Democrat Sen Sherrod Brown said Mr Trump had made the "wrong decision" and that it would ultimately give China more influence over the region. But Bernie Sanders, who was a vocal opponent of the TPP during his presidential campaign, praised Mr Trump for his actions, saying the deal was "dead and gone".
"Now is the time to develop a new trade policy that helps working families, not just multi-national corporations," Mr Sanders said in a statement. "If President Trump is serious about a new policy to help American workers then I would be delighted to work with him."
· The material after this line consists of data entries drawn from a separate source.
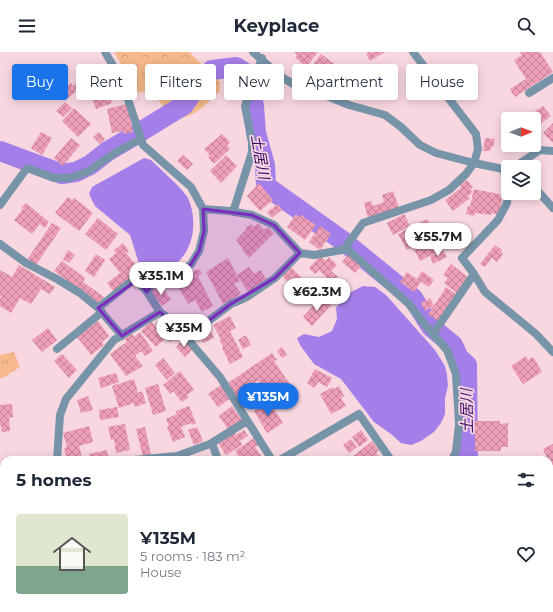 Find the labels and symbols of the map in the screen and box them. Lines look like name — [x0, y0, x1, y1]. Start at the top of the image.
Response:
north arrow — [501, 112, 541, 152]
water label: 土居川 — [247, 133, 274, 183]
pin: ¥55.7M — [405, 223, 471, 257]
pin: ¥35.1M — [128, 262, 194, 296]
pin: ¥62.3M — [284, 278, 350, 312]
pin: ¥35M — [160, 314, 208, 348]
pin: ¥135M — [240, 383, 296, 417]
water label: 土居川 — [457, 386, 476, 434] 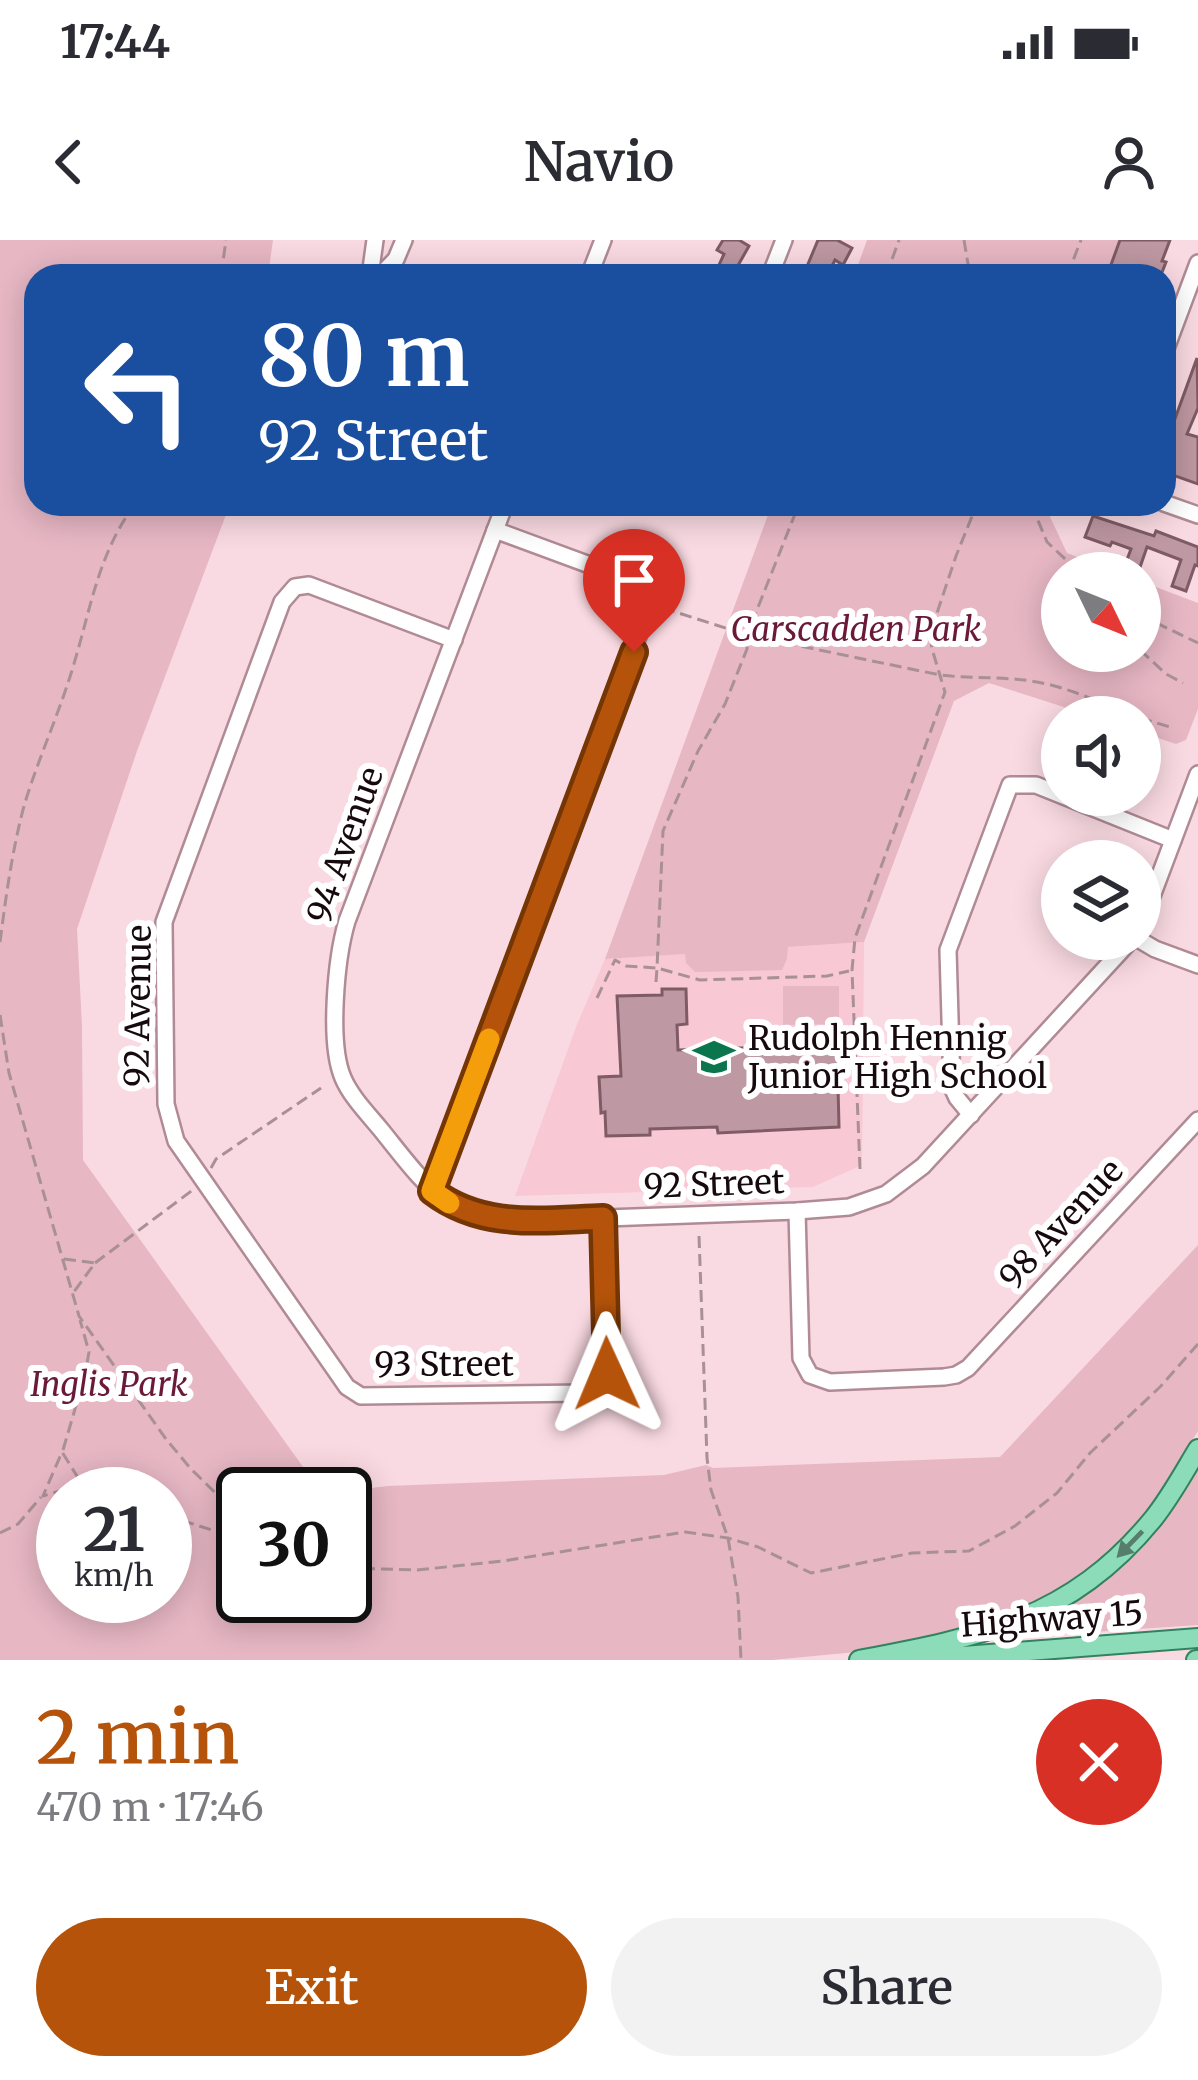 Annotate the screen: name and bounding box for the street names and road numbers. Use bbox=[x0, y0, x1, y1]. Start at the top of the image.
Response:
street label: 94 Avenue bbox=[298, 761, 392, 929]
street label: 92 Avenue bbox=[116, 925, 160, 1087]
street label: 98 Avenue bbox=[991, 1151, 1131, 1297]
street label: 92 Street bbox=[643, 1161, 785, 1207]
street label: 93 Street bbox=[374, 1344, 514, 1385]
street label: Highway 15 bbox=[960, 1592, 1144, 1646] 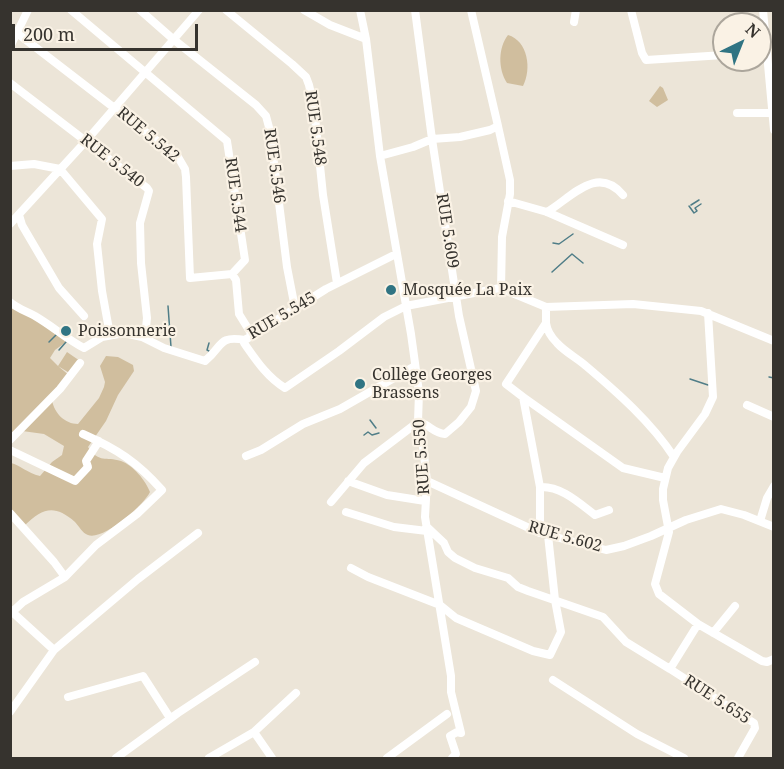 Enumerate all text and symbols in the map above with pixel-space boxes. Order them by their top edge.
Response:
scale bar [15,12,201,50]
north arrow [712,12,772,72]
text: N [741,18,765,43]
text: 200 m [23,22,75,46]
street label: RUE 5.548 [300,89,330,167]
street label: RUE 5.542 [113,103,183,167]
street label: RUE 5.546 [259,127,289,205]
street label: RUE 5.540 [76,130,148,192]
street label: RUE 5.544 [220,156,250,234]
street label: RUE 5.609 [432,192,462,270]
place label: Mosquée La Paix [403,280,532,300]
marker: Mosquée La Paix [384,283,398,297]
street label: RUE 5.545 [245,288,319,344]
place label: Poissonnerie [78,321,176,341]
marker: Poissonnerie [59,324,73,338]
place label: Collège Georges Brassens [372,365,492,403]
marker: Collège Georges Brassens [353,377,367,391]
street label: RUE 5.550 [410,419,434,495]
street label: RUE 5.602 [526,517,604,557]
street label: RUE 5.655 [680,671,754,729]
Democratic Rep Keith Ellison echoed Mr Sanders' sentiment, and called on President Trump to follow up on the action and work to benefit working class Americans, not fellow billionaires.
"The activists, advocates, and American workers who have spent the past five years fighting this trade deal deserve the credit for bringing about the end of the TPP – not President Trump," he said in a statement for the Congressional Progressive Caucus. "It is up to President Trump to stand up to his billionaire cabinet and corporate boardrooms to create trade policies that benefit American workers, instead of increasing the profits and power of big corporations."
Mr Trump also plans to renegotiate the North American Free Trade Agreement, the pact between the US, Canada, and Mexico introduced by George HW Bush and pushed through Congress by Bill Clinton.
On Sunday, he said he scheduled meetings with Mexican President Enrique Peña Nieto and Canada's Prime Minister Justin Trudeau to renegotiate the two-decade-old trade agreement.
"We're going to start some negotiations having to do with Nafta," he said of his meeting with Mr Peña Nieto. He said he would also discuss immigration and border security with Mr Peña Nieto.
During the televised debates before the 2016 election, Mr Trump called Nafta "the worst trade deal maybe ever signed anywhere, but certainly ever signed in this country".
The President criticised such deals in his inaugural address, during which he promised an "America First" approach to foreign policy. The phrase is rooted in anti-Second World War rhetoric in the US, and has been criticised as being anti-Semitic.
"We must protect our borders from the ravages of other countries making our products, stealing our companies and destroying our jobs," Mr Trump said in his short, nationalistic speech on Inauguration Day. "Protection will lead to great prosperity and strength."
The TPP withdrawal order was one of three actions taken by the President in his third full day in office. He also ordered a freeze in government hiring and re-imposed a ban on providing federal money to international groups that provide abortions.
Mr Trump has criticised international free trade deals for rewarding companies for outsourcing work and has attributed the loss of US manufacturing to foreign labour.
Earlier in the morning, Mr Trump met with US business leaders and said that he plans to penalise companies that ship their jobs overseas.
"If you go to another country and you decide that you're going to close and get rid of 2,000 people or 5,000 people ... we are going to be imposing a very major border tax on the product when it comes in," he said in the meeting, which included Tesla CEO Elon Musk and Under Armour CEO Kevin Plank.
President Trump is expected to devote his first week in office to undoing much of Mr Obama's work during his two terms in the White House, including the TPP, the global abortion "gag rule", and a reversal of his predecessor's executive order to defer deportation of some 700,000 undocumented people brought to the US as minors.